Aim of the exercise: The line containing "<div><b>5</b><p>min</p></div>" and every line after it, through the last one below: output exactly these and nothing else.

Record extracts:
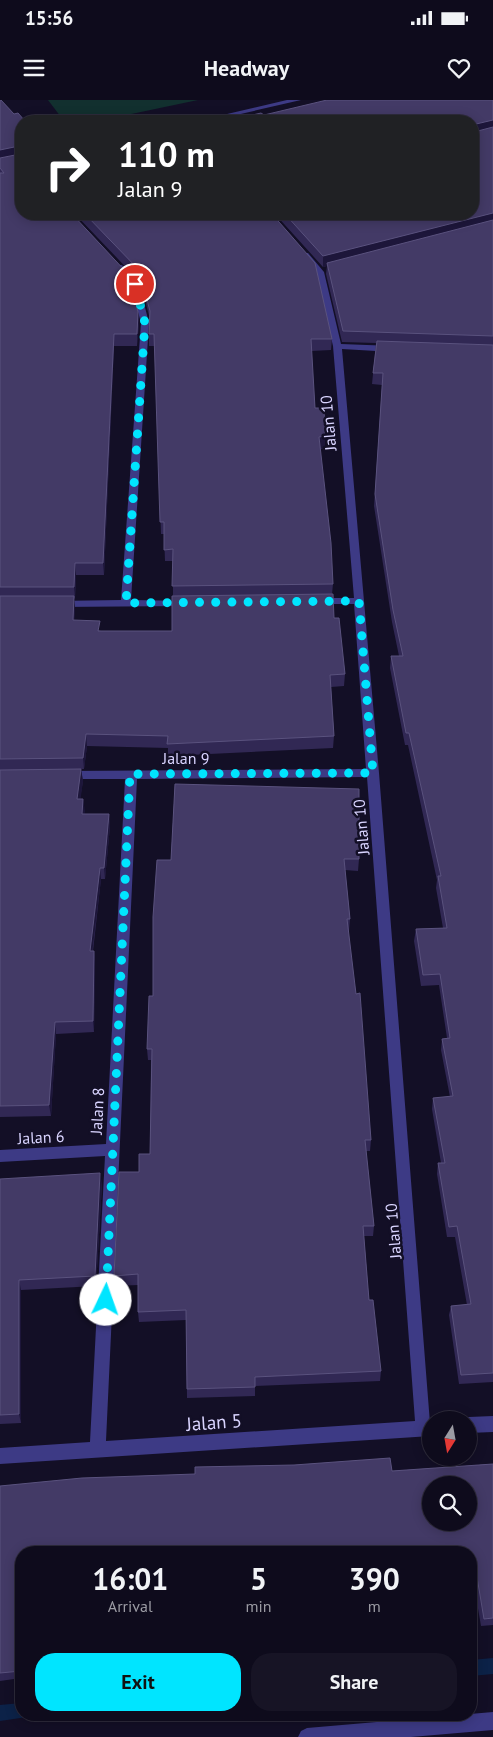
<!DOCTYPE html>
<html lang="en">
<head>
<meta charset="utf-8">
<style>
	body { margin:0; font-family:"PT Sans",sans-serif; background:#171425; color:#f1f3f6; height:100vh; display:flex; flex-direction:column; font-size:19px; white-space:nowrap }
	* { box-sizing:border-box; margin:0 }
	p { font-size:16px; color:#9b9ba3 }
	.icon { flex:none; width:28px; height:28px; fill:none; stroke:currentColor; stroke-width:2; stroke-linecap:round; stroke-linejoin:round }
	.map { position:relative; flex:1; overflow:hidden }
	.panel { position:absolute; left:15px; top:1446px; width:462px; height:175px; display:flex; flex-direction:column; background:#0e0b1c; border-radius:20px; box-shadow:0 2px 12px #0003,0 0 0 1px #2e2b3b }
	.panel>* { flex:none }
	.top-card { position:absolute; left:15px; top:15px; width:464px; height:105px; border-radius:20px; box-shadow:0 2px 12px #0003,0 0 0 1px #2e2b3b; background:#202124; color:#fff; overflow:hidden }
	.needle { width:32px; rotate:191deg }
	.buttons { position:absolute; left:422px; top:1311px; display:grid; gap:10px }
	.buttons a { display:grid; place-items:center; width:55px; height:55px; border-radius:50%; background:#0e0b1c; box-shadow:0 2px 12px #0003,0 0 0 1px #2e2b3b; font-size:25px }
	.pin { position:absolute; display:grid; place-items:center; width:42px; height:42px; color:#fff; margin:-21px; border:2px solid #fff; border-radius:50%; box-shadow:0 1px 5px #0007 }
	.me { position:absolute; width:55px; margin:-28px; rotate:3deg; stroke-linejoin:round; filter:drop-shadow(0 0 4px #0008) }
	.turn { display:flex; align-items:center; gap:18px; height:105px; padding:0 20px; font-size:22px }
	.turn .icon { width:65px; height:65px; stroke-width:2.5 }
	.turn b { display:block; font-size:35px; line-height:42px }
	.eta { display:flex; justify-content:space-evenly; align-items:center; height:85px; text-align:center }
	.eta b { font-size:30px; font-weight:700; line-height:35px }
	.primary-button { display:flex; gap:10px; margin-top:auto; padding:10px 20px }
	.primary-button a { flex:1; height:58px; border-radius:20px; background:#00e5ff; color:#111; font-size:20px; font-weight:700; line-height:58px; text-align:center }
	.primary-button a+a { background:#171425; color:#f1f3f6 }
	.status { display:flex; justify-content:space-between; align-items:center; height:35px; padding:0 25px; background:#0e0b1c; direction:ltr }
	.status svg { height:14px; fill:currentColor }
	header { display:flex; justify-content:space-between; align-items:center; height:65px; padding:0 20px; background:#0e0b1c; font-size:22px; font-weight:700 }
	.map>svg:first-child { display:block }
</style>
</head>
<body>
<div class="status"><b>15:56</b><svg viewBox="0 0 49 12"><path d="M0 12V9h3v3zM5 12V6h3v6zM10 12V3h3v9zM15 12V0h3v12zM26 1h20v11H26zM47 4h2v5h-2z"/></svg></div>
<header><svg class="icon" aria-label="menu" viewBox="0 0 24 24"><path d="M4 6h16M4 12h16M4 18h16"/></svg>Headway<svg class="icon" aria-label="heart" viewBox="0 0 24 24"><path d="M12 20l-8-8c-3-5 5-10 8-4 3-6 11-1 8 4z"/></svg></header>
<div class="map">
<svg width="493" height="1637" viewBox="0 0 493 1637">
	<rect width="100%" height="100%" fill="#130f26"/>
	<path fill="#12302f" d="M48,0h150l-100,21h-34z"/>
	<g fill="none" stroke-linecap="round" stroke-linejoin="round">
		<path fill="#0c2248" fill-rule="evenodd" d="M493,1558v16l-22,2v-16z
			M21,1603v12h6v2l-27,4v-16z"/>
		<path fill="#3d3a85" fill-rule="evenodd" d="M287,0h14l-91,21h-13z
			M302,153h6l16,19 17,72 52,2 4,3 -4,3 -51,-3 37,424 52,663 -431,28v-16l90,-6 15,-286 -105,6v-12l106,-6 19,-365h-60l-6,-4 6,-4 301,-2 -12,-165h-37l-5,-3 5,-3h37l-21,-252 -17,-73 -14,-16zM367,677l48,644 -309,20 31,-662z
			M116,165h6l17,19 10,39 -18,277 60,1 1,2 -5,3 -130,1 -5,-3 5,-3 64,-1 20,-277 -10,-38 -15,-16z
			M493,1316v16l-24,1v-13h-6l6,-3z
			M493,1612v18l-82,7h-113l3,-6 6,-3z"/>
	</g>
	<path fill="#312854" d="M0,0l21,21v93l117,98 1,11 -2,23h-23l-10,229h-28l-1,23 -1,1 1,9 -1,12 27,11h71l1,-35v-35h-8l-1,-27h-3l-6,-188h-6v-12l1,-15 -10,-37 -65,-68h197l60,125 -1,11 -20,1 4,57 10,40 -5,1 13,135 -1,10 2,24 11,56 -1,12 -13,1 3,49 -1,12 -165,8v-8l-81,-2 -3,23h-3l2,12 -3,18h3l1,15h25l1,12 -5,53h-4l-8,72h1l1,11 -1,70 -38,2 -5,82 -51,1z
		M493,0v1282l-34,2 -10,-69 2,-9 16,-1 -12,-68h-8l-10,-63 1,-11h3l-9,-54 1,-11 17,-1 -9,-47 1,-11 5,-1 -8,-53 -18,1 -7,-45 2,-12 27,-1 -7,-40 1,-8 -29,-135h-3l-15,-77 1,-12h8l-7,-34 -18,-116 8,-121 -10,-1 4,-41 -34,-1 -16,-68 1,-8 -4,1 -48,-53h197l-208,-99z
		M175,684l184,75 -1,12 -13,-1 5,49 -1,12h-1l23,209 -1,11h-4l8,75 -1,10h-9l5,64 12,71 -1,10 -125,5v10l-68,2 -1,-78 -47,2 -1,-10v-27l-23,1 -1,-10 25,-104 11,-18 1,-94h-3l-1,-11 24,-189z
		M0,1079l102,5 -6,102 -75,4v133l-21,1z
		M493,1364v161l-12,1 -7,-41h-3v-33h-450v126l-21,3v-195l392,-15z"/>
	<path fill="#1d163a" d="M493,20v10l-21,5v-10z
		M19,46l2,11 -21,5v-12z
		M493,113v11l-166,39v3l-4,1v-11z
		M138,212l1,11 -2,23v-12z
		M114,234v12l-10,229 -1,-12z
		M325,336v12l-7,1 1,-12z
		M75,463l1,12 -1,23 -1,-11z
		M74,496l1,12 -1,24 -1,-12z
		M86,634l1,12 -3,23 -1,-11z
		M81,669l2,12 -4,30 -2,-12z
		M83,699l2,12 -2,15 -1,-12z
		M109,714l1,12 -5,53 -1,-11z
		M100,768l1,11 -10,83 -1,-11z
		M94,851l1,11 -1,70 -1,-11z
		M55,922l1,12 -5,82 -2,-11z
		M100,1073l2,11 -6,102 -1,-10z
		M19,1180l2,10v133l-2,-9z"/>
	<path fill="#433a66" stroke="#5a527e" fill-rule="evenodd" d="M0,0h1l13,14 4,-1 7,8h-4v27l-2,-2 -19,4z
		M327,0h166v20l-21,5v-4h-245l34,-8 3,2z
		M493,27v86l-170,43 -38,-42h187v-83l2,1z
		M21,50v64h51l57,61 9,37 -1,22h-23l-11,229h-28l-1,24h-74v-414h4l-4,-5v-10l20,-4z
		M85,114h187l43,49 17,76h-21l4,69h9l1,28 -6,1 12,106 2,41 -161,2 1,-37 -9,1v-28h-4l-6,-188h-5l1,-23 -11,-41z
		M493,120v116l-150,-5 -16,-68z
		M377,241l116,4v1028l-32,2 -10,-69 20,-2 -14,-78 -8,1 -11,-64h7l-12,-65 20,-2 -11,-57 8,-1 -10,-64 -17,1 -7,-46 31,-1 -9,-52h3l-32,-143h-3l-15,-77h12l-10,-46 -18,-116 8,-121h-10z
		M333,494l1,24h5l6,56 -15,1 4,61 -167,8 1,-8 -82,-2 -3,24 -83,1v-163h74l-1,24 27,1 -2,10h74v-35z
		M81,669l-4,30h6l-1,15h27l-5,54h-4l-10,83h4l-1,70 -38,1 -6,83 -49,1v-336z
		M175,684l184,5v70h-15l6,60h-3l9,75 4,-1 11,147h-6l9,86h-11l6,74h4l8,71 -126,6v10l-68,2 -1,-79 -48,2v-38l-24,2 5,-104h20v-18h11l2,-105h-5l2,-53h4v-79l4,-57h14z
		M100,1073l-5,103 -76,4v134l-19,1v-236z
		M390,1358l2,13 101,-7v154l-9,1 -7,-42h-6v-25h-450v119l-21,2v-187l82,-8 113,-4v-7l99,-2zM431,1385h38v37h-38z"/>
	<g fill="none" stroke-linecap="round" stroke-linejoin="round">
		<path stroke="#00e5ff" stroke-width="9" stroke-dasharray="0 16.2" d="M106,1200l24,-526 243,-1 -14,-172 -233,2 19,-280 -10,-39"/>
	</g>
	<g text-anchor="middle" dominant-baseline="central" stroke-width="5" stroke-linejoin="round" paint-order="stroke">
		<g font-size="16" fill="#d9d4ff" stroke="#130f26">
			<text transform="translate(328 323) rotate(-95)">Jalan 10</text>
			<text x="186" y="658">Jalan 9</text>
			<text transform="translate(361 727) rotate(-95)">Jalan 10</text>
			<text transform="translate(97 1011) rotate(-87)">Jalan 8</text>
			<text transform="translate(41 1037) rotate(-3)">Jalan 6</text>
			<text transform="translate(393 1131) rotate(-95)">Jalan 10</text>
		</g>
		<g font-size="19" fill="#d9d4ff" stroke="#130f26">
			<text transform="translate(214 1322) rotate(-4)">Jalan 5</text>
		</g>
	</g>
</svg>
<div class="buttons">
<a><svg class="needle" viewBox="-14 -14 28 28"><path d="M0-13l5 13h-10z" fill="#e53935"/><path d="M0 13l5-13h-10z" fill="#9b9ba3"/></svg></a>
<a><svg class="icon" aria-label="search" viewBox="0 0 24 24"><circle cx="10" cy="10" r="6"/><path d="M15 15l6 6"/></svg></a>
</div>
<div class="pin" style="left:135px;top:184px;background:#d93025"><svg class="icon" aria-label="arrive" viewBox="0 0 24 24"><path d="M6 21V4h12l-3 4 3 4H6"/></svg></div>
<svg class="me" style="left:106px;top:1200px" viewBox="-20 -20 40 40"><circle r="19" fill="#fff"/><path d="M0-13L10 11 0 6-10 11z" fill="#00e5ff"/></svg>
<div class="top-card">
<div class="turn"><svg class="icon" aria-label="right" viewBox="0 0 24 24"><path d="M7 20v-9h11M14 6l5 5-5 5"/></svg><div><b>110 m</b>Jalan 9</div></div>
</div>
<section class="panel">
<div class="eta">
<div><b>16:01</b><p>Arrival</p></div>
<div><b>5</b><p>min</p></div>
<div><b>390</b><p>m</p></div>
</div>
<div class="primary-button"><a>Exit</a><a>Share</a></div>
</section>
</div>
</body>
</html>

Exercise output:
<div><b>5</b><p>min</p></div>
<div><b>390</b><p>m</p></div>
</div>
<div class="primary-button"><a>Exit</a><a>Share</a></div>
</section>
</div>
</body>
</html>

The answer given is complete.